Does this solve newbie questions? Does not solve. Even if he knows how to open a knife, he still does not understand how to cut bread. For now he will understand, he will be bitten by wild hedgehogs several times. Much more informative will be 5 user stories describing their approaches to cutting bread. Let 3 of 5 stories be crooked, the fourth will be about chopping boards, and the fifth method will not please the user. Familiarization with this experience in any case reduces the time spent on development. And developers get a unique monitoring tool, how the functions invented by them are used.

I am by no means against the help that users and developers are creating now.
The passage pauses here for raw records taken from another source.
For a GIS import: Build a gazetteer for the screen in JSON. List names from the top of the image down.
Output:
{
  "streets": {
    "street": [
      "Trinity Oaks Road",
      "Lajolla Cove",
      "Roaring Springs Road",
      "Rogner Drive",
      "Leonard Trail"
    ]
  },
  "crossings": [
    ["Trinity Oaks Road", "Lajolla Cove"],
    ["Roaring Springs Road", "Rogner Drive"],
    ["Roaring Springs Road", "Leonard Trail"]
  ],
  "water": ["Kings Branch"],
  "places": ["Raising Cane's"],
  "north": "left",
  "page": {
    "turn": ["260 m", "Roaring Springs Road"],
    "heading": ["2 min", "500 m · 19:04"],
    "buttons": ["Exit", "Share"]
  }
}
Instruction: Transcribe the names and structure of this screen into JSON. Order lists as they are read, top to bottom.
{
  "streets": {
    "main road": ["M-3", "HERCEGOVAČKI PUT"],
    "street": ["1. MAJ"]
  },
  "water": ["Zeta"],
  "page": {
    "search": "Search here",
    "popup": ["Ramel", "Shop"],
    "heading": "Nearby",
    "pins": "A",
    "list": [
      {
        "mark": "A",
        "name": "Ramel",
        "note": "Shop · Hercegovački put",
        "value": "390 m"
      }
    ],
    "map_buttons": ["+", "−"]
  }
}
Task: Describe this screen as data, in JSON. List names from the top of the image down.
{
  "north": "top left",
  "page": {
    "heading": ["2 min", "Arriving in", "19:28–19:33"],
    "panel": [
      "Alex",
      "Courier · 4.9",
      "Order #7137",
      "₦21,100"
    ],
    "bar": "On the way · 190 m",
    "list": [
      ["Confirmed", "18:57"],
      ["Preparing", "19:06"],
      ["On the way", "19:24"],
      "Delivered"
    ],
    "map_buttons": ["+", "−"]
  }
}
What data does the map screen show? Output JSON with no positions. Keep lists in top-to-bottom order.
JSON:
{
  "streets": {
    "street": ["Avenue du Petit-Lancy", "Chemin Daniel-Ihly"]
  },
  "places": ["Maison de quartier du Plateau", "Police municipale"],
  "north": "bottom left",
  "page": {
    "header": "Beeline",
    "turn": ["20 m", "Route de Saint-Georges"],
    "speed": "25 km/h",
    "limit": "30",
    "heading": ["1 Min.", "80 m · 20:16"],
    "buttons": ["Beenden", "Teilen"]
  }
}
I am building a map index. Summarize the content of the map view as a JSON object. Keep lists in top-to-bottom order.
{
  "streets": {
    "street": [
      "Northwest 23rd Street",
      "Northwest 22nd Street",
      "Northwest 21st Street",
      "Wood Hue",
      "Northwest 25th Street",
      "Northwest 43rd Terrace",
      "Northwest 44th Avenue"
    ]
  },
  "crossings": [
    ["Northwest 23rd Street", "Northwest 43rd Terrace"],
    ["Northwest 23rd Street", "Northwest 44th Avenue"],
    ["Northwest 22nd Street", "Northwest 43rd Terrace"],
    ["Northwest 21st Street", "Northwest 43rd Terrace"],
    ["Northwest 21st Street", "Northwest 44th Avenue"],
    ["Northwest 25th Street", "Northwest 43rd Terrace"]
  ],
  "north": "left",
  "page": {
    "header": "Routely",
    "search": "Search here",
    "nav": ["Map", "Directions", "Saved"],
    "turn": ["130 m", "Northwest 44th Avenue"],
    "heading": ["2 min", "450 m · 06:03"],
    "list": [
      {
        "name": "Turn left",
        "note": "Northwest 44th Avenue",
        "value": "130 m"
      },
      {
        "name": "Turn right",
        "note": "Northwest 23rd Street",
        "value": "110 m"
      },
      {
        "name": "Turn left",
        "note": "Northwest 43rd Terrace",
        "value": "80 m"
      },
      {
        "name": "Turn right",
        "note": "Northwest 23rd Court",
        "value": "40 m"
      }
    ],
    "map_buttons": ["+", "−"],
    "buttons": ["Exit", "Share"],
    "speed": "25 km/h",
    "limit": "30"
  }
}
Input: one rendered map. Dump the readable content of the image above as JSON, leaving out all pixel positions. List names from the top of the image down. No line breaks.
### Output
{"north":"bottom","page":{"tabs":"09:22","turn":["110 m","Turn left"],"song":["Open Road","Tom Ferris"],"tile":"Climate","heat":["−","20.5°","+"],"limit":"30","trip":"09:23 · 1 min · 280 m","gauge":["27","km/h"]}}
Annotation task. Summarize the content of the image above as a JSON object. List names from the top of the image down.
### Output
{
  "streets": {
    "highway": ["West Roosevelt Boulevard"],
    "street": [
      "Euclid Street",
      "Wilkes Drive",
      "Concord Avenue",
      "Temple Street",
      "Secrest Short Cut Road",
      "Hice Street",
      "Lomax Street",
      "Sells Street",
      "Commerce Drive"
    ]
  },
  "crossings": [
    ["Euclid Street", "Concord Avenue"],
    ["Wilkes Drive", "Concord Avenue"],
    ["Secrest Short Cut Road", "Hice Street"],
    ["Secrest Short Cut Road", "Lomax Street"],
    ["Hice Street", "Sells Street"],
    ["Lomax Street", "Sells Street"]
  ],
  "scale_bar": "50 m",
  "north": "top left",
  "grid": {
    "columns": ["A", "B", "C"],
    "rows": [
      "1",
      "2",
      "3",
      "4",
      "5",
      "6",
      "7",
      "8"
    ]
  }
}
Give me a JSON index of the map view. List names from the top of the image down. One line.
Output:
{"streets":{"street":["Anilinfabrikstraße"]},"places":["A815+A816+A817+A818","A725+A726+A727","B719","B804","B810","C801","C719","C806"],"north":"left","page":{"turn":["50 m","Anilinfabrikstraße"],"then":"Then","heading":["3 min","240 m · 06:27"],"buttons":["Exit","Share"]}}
On the contrary, it is mostly useful; but, unfortunately, it is often just not enough to get used to GTD.

Another important thesis for me. I believe that there are similar descriptions of online experience. But at the same time they are drowning in the issuance of the first pages of search engines, filled with "ordinary" articles of developers and users. Probably there is no better solution than centrally collecting similar stories directly on the developer’s website.

PS In the text GTD is used as the designation of the class of programs. This is not entirely correct, but, in my opinion, corresponds to common practice.

PPS I always plead for not chewing, but giving, as Zhvanetsky said, an extract. Who needs it, he will come home and dilute (he will look for additional information). The post is not about the need to write detailed instructions. On the contrary, it is normal for a person to specify only the direction and restrict himself to basic principles.